In a 2015 Foreign Affairs article, Marc Lynch described Obama’s approach as “rightsizing”. Martin Indyk has called it “the most important change in strategy since Nixon’s opening to China”, signalling a “‘pivot’ away from the Middle East towards Asia”.
Despite the killing of Osama bin Laden in Pakistan and the halting of Iran’s nuclear programme, Obama’s doctrine, in both idealistic and realistic versions, has reaped mostly disappointments.
During his term, the Middle East has been rocked by instability, civil wars, displacement, foreign invasions and violent atrocities that have devastated millions of lives. Four Arab states have been engulfed in sectarian and tribal civil wars, more than 15 million people have been forcibly displaced, many cities and towns have been destroyed, more than 40 countries have taken direct military action in the region and sectarian extremism has mushroomed.
Throughout the past eight years, the United States has failed to make a breakthrough in the Palestinian-Israeli peace negotiations, demonstrated an inability to stabilise a post-Qaddafi Libya and displayed a limited capacity to boost democratic transition in Egypt. It seems to have lost command of Syria, Lebanon and Iraq in favour of Russia and Iran as well as the Islamic State (ISIS).
The last development has exposed US weakness. Relations with strategic allies such as Turkey, Egypt and Saudi Arabia have grown stiff amid US-Iranian and US-Kurdish rapprochements. During Obama’s term, the Middle East has arguably become the most volatile and unstable region in the world.

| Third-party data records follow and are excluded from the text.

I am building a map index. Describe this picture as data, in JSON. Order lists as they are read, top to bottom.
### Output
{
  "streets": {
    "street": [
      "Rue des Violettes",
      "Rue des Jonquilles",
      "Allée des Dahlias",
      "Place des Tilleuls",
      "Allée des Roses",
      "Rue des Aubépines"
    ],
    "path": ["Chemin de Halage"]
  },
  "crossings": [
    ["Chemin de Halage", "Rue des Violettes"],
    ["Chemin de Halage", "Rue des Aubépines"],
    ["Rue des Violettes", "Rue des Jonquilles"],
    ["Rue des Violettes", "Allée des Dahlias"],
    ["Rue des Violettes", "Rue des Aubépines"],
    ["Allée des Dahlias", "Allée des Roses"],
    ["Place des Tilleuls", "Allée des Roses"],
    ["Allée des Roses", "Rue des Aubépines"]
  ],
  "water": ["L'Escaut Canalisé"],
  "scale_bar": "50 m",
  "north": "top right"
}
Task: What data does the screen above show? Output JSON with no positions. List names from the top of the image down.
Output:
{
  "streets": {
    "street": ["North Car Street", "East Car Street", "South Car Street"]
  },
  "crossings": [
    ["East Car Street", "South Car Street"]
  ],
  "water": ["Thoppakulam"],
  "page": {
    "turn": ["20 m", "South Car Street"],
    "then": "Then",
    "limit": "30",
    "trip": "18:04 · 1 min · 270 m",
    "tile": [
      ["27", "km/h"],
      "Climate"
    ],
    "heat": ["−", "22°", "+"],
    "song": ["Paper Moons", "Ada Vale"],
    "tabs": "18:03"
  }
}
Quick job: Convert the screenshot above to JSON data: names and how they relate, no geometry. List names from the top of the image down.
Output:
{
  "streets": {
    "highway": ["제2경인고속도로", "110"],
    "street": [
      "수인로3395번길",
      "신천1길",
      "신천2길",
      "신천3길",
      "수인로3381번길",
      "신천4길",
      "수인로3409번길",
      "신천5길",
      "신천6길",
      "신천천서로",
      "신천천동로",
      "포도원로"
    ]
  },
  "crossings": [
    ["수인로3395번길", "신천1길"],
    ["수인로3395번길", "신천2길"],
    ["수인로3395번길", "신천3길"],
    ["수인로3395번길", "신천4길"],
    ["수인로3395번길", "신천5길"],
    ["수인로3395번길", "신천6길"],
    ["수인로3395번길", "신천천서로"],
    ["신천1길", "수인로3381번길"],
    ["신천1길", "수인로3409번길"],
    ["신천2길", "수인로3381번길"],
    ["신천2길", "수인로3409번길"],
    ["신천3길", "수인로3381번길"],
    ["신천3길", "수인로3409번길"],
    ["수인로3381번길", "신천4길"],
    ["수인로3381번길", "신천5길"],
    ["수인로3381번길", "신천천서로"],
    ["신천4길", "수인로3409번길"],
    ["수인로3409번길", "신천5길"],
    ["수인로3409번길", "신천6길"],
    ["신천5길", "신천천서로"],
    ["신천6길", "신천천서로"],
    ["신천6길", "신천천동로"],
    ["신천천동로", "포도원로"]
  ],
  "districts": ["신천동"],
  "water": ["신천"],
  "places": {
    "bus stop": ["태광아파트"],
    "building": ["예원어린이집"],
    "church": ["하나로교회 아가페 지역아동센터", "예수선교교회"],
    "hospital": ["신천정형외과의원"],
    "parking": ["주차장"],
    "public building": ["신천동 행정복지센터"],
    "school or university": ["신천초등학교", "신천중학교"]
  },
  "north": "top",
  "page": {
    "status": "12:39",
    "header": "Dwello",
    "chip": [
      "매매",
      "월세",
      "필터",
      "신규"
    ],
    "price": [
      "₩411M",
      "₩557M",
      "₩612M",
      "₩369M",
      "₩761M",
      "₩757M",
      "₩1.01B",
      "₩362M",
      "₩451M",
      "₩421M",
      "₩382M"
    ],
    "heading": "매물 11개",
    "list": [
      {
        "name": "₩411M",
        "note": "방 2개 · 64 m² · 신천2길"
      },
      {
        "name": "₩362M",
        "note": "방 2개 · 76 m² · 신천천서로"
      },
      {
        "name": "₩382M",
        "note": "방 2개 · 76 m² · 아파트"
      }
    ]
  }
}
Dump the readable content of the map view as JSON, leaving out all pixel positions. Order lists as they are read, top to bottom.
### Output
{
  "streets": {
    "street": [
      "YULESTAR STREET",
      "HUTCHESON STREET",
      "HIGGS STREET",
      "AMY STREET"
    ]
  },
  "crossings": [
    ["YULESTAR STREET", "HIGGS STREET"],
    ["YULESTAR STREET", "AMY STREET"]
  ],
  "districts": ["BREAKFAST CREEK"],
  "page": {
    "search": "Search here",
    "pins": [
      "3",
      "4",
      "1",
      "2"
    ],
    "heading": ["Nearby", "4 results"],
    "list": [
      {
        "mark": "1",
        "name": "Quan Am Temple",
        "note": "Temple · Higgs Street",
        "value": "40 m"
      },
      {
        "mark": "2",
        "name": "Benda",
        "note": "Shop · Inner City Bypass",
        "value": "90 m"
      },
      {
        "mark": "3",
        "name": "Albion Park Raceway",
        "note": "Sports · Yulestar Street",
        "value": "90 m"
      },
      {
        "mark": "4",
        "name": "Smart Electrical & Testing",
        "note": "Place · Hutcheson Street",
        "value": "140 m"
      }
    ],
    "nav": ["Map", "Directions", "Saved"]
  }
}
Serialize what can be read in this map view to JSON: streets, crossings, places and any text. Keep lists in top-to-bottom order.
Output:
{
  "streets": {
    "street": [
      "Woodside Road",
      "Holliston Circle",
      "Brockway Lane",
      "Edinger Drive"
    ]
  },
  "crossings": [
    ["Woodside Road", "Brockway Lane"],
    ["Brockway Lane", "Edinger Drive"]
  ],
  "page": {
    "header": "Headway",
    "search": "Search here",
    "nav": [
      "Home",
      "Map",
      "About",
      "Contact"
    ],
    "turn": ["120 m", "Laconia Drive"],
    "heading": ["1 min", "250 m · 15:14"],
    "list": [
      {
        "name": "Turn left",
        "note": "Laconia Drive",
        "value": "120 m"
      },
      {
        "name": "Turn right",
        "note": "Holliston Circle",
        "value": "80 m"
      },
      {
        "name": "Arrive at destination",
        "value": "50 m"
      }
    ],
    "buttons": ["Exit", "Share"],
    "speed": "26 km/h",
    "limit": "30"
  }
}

It remains difficult to attribute to Obama’s policy a shift in priority that accounts for achievements in Asia. On the contrary, Russia and China have established closer ties. North Korea has prevailed over US ultimatums in the pursuit of nuclear testing and missile launching.
From a realpolitik perspective, it can be argued that the overall Obama strategy, and despite the human and moral toll, has reaped the fruits of a Sunni-Shia regional divide, prompting an arms race that has boosted Middle Eastern states’ purchase of US weapons, lowered oil prices and beefed up the United States’ role as a power broker.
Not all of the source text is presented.